»»

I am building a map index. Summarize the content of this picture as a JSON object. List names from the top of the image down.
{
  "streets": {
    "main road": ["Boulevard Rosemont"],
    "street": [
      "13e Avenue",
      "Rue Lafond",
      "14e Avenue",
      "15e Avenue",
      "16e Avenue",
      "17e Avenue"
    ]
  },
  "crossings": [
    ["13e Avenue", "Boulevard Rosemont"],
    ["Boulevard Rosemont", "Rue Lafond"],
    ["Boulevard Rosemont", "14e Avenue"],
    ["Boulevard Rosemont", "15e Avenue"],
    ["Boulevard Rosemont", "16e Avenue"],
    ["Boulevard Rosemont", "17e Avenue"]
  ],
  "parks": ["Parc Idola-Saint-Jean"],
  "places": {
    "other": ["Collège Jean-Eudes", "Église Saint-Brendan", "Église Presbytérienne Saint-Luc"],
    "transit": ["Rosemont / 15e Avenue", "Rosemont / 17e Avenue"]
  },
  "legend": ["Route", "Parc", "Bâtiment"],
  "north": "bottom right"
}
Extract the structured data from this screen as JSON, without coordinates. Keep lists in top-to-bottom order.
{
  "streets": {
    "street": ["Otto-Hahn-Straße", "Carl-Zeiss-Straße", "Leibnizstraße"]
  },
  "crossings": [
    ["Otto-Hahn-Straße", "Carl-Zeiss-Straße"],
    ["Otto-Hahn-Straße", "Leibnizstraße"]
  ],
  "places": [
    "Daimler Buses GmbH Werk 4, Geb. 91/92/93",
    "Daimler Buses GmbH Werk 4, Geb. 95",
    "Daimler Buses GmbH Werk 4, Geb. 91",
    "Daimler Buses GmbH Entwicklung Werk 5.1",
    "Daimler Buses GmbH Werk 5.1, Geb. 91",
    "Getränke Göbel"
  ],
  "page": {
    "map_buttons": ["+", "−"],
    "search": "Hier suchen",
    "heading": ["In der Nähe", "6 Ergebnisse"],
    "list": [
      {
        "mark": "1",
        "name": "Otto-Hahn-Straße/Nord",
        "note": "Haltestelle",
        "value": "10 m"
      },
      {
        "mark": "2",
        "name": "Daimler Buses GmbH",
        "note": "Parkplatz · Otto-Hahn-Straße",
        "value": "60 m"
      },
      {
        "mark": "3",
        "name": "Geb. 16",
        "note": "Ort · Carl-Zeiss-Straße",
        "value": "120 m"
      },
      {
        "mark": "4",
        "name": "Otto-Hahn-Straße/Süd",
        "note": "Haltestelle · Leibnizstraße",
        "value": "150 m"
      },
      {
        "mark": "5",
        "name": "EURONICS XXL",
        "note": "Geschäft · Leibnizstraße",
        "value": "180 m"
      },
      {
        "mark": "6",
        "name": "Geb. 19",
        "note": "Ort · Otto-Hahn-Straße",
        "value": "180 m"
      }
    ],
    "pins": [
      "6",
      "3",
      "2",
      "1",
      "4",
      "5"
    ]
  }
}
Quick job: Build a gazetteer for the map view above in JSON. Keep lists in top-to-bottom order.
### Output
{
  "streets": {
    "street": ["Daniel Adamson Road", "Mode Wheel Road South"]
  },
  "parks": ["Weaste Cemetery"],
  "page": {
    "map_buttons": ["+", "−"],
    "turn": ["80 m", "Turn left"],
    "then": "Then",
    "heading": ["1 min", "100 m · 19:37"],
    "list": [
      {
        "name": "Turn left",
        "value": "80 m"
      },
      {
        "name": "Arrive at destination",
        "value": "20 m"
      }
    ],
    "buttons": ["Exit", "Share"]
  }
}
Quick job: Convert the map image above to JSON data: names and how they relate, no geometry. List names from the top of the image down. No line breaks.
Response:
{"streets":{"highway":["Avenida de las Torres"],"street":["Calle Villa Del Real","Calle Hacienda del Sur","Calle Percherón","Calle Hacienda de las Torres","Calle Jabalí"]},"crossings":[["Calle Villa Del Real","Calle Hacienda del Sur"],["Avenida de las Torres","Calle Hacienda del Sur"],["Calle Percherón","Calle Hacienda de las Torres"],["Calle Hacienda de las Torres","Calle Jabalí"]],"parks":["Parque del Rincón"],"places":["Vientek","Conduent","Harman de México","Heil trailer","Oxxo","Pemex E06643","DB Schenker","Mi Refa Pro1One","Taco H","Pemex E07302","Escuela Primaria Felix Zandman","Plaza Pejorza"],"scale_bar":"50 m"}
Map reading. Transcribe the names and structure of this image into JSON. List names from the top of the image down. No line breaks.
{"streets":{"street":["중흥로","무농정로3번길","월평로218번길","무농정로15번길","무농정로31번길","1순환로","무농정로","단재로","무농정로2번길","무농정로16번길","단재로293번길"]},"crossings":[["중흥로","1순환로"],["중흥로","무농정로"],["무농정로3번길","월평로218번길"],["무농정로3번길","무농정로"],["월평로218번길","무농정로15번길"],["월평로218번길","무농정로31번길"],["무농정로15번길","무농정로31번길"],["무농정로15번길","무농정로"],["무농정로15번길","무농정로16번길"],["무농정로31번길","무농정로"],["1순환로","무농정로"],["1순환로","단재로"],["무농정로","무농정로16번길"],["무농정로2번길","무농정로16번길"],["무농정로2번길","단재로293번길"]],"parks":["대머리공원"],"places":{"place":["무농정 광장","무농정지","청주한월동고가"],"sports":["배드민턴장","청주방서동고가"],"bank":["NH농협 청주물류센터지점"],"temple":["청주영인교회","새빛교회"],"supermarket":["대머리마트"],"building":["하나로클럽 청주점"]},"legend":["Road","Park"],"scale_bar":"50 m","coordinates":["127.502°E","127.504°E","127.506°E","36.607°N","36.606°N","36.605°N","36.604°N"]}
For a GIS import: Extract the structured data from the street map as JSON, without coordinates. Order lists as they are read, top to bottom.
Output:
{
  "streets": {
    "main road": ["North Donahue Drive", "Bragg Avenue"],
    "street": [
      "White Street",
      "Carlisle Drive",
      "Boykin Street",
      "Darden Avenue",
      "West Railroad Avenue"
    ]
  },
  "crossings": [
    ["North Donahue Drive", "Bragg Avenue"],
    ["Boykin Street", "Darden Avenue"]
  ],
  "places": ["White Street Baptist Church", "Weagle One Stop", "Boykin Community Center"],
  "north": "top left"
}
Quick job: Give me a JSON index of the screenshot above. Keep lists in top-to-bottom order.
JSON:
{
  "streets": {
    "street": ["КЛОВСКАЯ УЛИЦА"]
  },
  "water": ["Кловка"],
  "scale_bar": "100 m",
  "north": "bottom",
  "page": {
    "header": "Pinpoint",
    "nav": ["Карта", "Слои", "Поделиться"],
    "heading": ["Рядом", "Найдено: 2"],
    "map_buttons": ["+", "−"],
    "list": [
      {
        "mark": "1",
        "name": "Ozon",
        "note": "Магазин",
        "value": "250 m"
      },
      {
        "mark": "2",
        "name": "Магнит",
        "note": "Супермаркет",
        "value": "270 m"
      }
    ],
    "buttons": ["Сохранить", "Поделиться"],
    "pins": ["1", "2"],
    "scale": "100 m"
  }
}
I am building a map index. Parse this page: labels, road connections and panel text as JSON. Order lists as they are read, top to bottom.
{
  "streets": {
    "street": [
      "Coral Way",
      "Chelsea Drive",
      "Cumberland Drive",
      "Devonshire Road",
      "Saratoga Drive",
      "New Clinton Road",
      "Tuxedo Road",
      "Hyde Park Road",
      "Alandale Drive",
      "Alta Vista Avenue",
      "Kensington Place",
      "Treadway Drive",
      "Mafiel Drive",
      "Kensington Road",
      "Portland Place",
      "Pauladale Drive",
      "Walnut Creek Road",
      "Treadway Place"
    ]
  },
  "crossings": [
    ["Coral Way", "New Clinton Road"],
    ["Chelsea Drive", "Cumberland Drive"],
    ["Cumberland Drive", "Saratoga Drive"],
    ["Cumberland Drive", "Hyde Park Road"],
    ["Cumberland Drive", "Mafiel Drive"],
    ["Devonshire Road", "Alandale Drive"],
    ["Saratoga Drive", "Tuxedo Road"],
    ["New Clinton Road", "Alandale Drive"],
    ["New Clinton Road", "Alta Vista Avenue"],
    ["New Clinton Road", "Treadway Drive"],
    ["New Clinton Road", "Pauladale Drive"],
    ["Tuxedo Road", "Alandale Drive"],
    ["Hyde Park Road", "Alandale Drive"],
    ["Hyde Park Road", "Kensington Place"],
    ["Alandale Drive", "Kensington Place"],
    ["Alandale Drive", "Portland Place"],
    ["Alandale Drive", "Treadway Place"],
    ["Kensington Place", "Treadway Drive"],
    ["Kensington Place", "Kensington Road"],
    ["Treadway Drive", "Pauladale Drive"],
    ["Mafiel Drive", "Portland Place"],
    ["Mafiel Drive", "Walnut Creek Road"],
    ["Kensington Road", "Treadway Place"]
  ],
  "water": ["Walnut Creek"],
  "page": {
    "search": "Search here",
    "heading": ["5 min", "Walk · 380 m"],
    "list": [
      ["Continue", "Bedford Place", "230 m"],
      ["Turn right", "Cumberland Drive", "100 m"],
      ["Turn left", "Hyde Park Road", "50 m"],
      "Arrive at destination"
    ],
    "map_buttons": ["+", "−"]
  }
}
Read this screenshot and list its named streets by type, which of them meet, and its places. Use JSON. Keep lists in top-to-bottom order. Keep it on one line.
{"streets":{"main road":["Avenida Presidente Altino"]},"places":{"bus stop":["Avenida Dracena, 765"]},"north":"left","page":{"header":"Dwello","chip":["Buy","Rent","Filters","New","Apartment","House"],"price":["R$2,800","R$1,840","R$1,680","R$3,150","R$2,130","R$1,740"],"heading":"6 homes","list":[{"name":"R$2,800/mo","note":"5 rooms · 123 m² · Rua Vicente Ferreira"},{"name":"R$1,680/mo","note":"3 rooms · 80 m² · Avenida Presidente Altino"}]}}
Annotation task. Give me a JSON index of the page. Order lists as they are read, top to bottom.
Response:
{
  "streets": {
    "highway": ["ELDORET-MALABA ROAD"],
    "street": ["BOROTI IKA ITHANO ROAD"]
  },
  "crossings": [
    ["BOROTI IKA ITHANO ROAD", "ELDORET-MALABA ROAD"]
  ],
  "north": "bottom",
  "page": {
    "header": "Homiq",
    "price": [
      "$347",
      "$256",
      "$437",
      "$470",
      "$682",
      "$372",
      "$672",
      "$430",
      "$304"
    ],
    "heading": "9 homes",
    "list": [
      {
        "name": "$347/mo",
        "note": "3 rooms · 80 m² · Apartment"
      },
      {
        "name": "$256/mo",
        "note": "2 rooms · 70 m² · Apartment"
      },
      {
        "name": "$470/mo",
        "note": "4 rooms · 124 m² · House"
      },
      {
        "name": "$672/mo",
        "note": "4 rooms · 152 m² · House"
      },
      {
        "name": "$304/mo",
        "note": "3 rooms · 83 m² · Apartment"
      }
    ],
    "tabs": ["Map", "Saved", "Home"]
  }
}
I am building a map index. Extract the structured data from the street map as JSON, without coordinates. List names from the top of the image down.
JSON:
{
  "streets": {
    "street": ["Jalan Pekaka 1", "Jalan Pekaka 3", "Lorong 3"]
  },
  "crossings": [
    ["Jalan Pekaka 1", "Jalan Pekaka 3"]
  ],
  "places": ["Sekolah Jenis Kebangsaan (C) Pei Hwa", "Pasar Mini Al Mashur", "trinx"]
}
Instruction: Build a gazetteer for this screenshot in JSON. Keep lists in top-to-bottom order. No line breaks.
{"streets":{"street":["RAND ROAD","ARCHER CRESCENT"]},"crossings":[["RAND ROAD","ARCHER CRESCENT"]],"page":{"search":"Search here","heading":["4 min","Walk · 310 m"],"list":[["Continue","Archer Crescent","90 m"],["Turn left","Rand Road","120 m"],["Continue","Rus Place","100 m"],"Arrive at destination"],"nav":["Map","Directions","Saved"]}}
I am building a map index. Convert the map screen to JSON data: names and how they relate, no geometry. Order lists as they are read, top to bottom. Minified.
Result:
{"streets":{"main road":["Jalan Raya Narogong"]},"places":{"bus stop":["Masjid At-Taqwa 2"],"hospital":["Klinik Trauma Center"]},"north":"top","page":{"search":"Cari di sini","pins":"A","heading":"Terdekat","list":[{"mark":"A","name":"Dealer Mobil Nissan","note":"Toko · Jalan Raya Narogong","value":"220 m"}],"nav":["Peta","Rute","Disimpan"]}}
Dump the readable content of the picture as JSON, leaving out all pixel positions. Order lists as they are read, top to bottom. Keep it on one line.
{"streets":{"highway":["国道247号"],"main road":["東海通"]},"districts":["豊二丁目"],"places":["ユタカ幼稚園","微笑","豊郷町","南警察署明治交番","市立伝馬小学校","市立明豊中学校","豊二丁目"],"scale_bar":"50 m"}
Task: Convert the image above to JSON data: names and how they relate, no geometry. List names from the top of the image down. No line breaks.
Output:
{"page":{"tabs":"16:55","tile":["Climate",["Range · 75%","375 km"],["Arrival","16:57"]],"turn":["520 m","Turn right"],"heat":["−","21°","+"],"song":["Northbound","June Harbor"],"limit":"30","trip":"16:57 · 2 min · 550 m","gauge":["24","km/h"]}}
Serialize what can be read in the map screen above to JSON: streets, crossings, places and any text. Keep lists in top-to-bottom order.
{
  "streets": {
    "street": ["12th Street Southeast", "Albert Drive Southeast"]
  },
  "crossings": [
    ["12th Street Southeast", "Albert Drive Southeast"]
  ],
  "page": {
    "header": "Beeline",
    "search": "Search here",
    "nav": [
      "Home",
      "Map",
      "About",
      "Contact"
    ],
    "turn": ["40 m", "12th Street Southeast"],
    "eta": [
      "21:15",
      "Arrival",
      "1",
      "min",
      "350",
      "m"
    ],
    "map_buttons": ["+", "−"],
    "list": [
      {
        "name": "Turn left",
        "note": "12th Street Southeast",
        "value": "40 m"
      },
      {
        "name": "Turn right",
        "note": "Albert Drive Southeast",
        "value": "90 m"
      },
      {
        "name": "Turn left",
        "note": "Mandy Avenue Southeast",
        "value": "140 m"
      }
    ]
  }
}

««

-- What you have to do --
Return only the number of lines above that include the word "relate".

-- Result --
3